In a discussion moderated by Marina Maher Communications chief engagement officer Susan Bean, two prominent influencers — Audrey McClelland and Mikey Murphy — shared their experiences of how brands can better utilise their talents, without resorting to overt marketing.

"When it becomes automated and false, they see right through it," said Murphy. "That's one of the reasons TV ads aren't as useful."

That goes for the "mom space" too, said McClelland, where there are bloggers who sell tweets by volume. "There are woman looking to make a fast buck," she warned. "But, whatever content we put out there, I want to know there is a relationship and correlation there, or did you automatically tweet this out? Many of us turn down a lot of opportunities like that."

"That will do nothing but ruin the integrity you have with your audience," added Murphy. "Taking the authenticity out of influencers kills the goose that lays the golden egg."

The key, agreed both Murphy and McClelland, is for brands to fit into the lives of the influencers in which they are investing, which often requires them to be comfortable giving up control, allowing influencers to use their own creative judgment.
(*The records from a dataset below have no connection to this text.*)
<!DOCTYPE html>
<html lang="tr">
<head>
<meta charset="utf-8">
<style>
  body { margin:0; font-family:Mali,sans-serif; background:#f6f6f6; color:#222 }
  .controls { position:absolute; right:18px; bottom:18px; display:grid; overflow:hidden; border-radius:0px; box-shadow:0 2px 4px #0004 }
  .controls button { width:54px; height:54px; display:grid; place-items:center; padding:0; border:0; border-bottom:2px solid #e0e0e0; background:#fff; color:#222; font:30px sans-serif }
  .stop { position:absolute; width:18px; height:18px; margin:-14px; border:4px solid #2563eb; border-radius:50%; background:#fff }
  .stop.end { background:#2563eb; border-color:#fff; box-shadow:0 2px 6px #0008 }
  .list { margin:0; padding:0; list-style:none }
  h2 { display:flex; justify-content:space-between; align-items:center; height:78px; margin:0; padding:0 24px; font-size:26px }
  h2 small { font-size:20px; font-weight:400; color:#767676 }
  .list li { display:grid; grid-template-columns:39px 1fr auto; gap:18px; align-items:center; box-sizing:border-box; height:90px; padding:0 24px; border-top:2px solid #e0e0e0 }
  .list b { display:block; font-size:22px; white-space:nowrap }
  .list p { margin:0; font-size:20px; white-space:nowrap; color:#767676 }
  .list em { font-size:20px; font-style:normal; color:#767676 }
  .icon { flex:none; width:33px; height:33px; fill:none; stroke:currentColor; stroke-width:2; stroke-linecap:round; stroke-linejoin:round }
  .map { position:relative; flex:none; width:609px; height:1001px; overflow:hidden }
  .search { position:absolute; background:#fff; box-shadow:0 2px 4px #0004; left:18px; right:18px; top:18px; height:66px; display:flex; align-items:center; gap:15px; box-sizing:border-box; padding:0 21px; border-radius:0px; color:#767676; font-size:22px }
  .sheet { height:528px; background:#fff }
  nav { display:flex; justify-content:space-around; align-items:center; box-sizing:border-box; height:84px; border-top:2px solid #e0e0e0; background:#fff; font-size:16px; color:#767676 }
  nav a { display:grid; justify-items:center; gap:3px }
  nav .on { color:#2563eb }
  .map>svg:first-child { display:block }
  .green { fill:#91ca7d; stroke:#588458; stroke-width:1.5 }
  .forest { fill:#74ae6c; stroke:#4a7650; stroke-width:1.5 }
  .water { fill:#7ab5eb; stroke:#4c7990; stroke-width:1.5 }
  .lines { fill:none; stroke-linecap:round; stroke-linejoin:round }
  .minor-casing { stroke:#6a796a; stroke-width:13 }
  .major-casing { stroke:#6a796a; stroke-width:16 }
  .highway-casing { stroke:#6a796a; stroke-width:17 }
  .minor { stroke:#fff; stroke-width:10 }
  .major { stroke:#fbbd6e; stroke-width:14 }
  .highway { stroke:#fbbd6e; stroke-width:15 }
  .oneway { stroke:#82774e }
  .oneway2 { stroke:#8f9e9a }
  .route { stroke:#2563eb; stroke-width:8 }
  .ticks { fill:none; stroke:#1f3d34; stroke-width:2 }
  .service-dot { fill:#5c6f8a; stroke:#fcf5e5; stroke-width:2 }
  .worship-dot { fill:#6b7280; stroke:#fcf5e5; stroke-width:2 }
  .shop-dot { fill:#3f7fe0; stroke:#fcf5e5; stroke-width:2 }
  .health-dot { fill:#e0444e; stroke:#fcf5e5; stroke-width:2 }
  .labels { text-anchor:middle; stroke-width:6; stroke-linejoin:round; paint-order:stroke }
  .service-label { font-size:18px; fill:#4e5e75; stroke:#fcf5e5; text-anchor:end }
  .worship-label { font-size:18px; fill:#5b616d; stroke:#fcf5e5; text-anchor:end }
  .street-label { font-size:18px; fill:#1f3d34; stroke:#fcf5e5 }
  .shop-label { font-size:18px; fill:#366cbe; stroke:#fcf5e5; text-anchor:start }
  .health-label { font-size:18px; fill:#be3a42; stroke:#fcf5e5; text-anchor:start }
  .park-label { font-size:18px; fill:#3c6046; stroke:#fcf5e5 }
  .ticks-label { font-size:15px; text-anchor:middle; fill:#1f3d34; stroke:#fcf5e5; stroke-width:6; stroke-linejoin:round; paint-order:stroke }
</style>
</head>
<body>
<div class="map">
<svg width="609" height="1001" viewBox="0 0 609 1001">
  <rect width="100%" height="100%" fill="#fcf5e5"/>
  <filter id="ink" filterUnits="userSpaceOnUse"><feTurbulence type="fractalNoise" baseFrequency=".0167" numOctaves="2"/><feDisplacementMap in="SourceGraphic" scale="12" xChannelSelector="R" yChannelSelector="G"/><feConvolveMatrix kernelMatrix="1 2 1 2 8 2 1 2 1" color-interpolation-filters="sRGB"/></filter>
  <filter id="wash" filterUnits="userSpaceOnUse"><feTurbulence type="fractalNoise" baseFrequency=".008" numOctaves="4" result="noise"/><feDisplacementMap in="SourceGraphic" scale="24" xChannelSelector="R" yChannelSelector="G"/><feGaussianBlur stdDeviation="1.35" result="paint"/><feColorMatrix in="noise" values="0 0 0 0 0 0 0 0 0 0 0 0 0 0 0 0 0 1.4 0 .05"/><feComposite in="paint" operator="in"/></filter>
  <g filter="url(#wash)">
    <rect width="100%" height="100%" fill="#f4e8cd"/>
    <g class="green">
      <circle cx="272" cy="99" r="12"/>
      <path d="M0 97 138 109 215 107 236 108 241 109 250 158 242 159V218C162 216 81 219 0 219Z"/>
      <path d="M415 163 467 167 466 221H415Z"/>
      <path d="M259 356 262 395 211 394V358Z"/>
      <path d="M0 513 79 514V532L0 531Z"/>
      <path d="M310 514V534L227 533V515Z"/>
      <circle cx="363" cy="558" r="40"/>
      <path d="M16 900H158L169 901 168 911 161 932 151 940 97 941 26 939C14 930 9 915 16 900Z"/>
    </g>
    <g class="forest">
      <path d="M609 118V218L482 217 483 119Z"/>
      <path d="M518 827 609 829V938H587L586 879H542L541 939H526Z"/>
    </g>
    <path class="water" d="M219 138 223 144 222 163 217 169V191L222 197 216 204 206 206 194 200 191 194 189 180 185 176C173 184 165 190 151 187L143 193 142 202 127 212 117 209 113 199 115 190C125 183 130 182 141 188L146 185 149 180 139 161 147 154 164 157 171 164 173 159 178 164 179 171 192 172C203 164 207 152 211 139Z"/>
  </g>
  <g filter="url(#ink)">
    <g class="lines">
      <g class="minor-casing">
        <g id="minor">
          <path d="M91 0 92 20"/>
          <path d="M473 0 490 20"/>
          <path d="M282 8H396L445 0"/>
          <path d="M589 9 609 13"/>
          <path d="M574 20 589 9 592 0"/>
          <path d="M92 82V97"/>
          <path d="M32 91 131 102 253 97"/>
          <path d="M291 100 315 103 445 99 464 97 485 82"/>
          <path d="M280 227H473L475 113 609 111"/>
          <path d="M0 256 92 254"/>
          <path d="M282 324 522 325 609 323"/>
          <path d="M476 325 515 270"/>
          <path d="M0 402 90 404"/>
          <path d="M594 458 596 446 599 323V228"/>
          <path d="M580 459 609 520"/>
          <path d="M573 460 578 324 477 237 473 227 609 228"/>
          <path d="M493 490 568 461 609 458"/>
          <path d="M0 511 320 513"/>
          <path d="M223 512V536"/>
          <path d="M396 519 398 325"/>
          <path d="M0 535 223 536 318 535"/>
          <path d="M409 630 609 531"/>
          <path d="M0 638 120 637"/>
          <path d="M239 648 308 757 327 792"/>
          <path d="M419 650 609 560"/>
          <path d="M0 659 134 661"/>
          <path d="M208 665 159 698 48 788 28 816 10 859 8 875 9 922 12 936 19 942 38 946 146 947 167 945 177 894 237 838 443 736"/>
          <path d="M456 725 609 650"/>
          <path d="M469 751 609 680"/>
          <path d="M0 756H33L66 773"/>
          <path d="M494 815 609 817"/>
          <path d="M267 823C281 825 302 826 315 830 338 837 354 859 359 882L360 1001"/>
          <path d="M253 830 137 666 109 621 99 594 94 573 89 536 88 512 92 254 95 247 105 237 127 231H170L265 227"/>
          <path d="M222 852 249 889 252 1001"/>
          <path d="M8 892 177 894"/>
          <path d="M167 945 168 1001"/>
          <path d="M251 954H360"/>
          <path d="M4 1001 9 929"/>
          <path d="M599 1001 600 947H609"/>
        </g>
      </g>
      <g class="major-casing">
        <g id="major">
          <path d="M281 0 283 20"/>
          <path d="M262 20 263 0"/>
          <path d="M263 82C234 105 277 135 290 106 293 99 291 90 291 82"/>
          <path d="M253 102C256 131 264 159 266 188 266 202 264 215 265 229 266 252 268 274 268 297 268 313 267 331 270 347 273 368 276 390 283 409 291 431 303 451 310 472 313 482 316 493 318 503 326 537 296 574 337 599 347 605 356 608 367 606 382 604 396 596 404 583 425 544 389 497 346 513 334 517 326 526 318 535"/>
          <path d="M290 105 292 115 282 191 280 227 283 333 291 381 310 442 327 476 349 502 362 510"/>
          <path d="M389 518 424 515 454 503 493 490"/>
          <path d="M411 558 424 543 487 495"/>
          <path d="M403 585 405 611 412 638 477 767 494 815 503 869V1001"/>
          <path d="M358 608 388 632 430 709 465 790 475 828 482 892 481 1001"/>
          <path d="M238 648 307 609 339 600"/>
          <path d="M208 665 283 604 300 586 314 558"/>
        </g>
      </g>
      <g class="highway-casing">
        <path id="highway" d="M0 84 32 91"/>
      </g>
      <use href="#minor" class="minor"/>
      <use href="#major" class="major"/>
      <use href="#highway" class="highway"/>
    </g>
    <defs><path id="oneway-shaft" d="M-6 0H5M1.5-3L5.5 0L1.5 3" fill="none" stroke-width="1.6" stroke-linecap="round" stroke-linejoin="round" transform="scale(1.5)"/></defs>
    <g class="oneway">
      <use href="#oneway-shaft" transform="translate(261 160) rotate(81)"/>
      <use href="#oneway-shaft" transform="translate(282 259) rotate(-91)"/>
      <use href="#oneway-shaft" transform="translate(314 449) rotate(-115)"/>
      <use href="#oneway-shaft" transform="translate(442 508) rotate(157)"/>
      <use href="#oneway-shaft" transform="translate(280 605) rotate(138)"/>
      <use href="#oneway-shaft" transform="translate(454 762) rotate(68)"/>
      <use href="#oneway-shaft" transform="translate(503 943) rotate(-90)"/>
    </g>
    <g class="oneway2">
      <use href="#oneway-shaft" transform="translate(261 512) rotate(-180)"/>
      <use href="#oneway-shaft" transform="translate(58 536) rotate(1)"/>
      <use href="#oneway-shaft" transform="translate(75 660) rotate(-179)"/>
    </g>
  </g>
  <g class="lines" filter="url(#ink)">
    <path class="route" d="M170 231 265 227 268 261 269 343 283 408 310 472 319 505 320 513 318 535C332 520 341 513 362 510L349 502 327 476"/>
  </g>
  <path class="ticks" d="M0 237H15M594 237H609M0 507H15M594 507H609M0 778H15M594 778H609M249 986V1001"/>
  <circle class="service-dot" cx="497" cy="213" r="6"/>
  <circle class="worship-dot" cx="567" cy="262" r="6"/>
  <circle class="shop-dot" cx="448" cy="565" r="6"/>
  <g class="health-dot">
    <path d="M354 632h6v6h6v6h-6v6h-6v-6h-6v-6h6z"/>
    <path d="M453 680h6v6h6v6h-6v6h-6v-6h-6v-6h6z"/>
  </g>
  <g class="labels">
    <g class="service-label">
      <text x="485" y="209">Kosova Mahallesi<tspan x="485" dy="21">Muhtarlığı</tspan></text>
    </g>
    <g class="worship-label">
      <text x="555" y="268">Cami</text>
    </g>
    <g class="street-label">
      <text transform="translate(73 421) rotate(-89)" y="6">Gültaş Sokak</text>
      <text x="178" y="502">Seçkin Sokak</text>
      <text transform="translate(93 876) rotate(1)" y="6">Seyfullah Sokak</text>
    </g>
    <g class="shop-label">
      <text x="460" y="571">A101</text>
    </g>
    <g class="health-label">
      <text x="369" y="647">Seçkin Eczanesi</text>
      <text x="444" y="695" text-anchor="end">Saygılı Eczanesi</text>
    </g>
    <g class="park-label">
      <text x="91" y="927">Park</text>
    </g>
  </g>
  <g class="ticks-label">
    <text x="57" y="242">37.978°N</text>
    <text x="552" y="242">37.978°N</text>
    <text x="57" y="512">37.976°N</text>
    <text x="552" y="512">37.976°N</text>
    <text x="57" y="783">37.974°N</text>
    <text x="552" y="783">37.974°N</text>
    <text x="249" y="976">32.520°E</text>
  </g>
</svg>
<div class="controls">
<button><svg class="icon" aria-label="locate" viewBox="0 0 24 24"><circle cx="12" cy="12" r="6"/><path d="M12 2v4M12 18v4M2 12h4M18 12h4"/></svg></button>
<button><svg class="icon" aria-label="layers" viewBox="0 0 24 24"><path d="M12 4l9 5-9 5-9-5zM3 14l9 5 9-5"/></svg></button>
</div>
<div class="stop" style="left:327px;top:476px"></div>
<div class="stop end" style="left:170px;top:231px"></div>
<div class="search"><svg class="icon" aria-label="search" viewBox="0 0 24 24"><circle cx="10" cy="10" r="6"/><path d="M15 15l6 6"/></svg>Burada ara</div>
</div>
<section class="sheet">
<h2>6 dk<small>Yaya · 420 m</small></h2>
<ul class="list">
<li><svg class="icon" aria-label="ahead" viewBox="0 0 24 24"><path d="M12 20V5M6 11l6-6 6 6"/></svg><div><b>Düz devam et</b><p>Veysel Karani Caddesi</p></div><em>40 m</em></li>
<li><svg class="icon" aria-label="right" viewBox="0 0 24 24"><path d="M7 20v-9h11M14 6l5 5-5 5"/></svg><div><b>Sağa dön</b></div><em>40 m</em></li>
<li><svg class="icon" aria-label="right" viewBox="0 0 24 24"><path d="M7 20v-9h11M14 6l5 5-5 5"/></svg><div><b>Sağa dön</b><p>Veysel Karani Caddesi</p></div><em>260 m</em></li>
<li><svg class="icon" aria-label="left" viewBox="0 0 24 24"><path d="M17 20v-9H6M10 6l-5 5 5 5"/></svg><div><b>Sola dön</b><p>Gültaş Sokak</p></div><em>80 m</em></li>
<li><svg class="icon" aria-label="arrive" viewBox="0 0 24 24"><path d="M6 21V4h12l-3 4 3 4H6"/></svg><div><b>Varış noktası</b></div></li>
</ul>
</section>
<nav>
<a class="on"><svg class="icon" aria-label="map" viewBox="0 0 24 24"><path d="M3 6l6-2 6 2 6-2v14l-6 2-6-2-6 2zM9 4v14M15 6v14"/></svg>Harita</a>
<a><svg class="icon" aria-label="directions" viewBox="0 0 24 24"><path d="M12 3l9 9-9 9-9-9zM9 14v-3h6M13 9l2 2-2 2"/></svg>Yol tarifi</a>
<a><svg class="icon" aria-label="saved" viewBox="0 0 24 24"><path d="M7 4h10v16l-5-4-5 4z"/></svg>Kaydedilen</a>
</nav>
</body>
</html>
According to recent MMC research, 95% of consumers see no problem with branded content from influencers, but 37% of influencers say that branded campaigns are not relevant to their influencers.  

"The creativity piece is key," said McClelland. "You give them a little bit of creativity to play with, so you can come to a mutual agreement. To be able to do that with brands, would be the ultimate dream."

That cannot happen though, if a brand pays 50 influencers to run the same ad warned Murphy. "Those are epic fails," he said. "It's another example of oversaturation."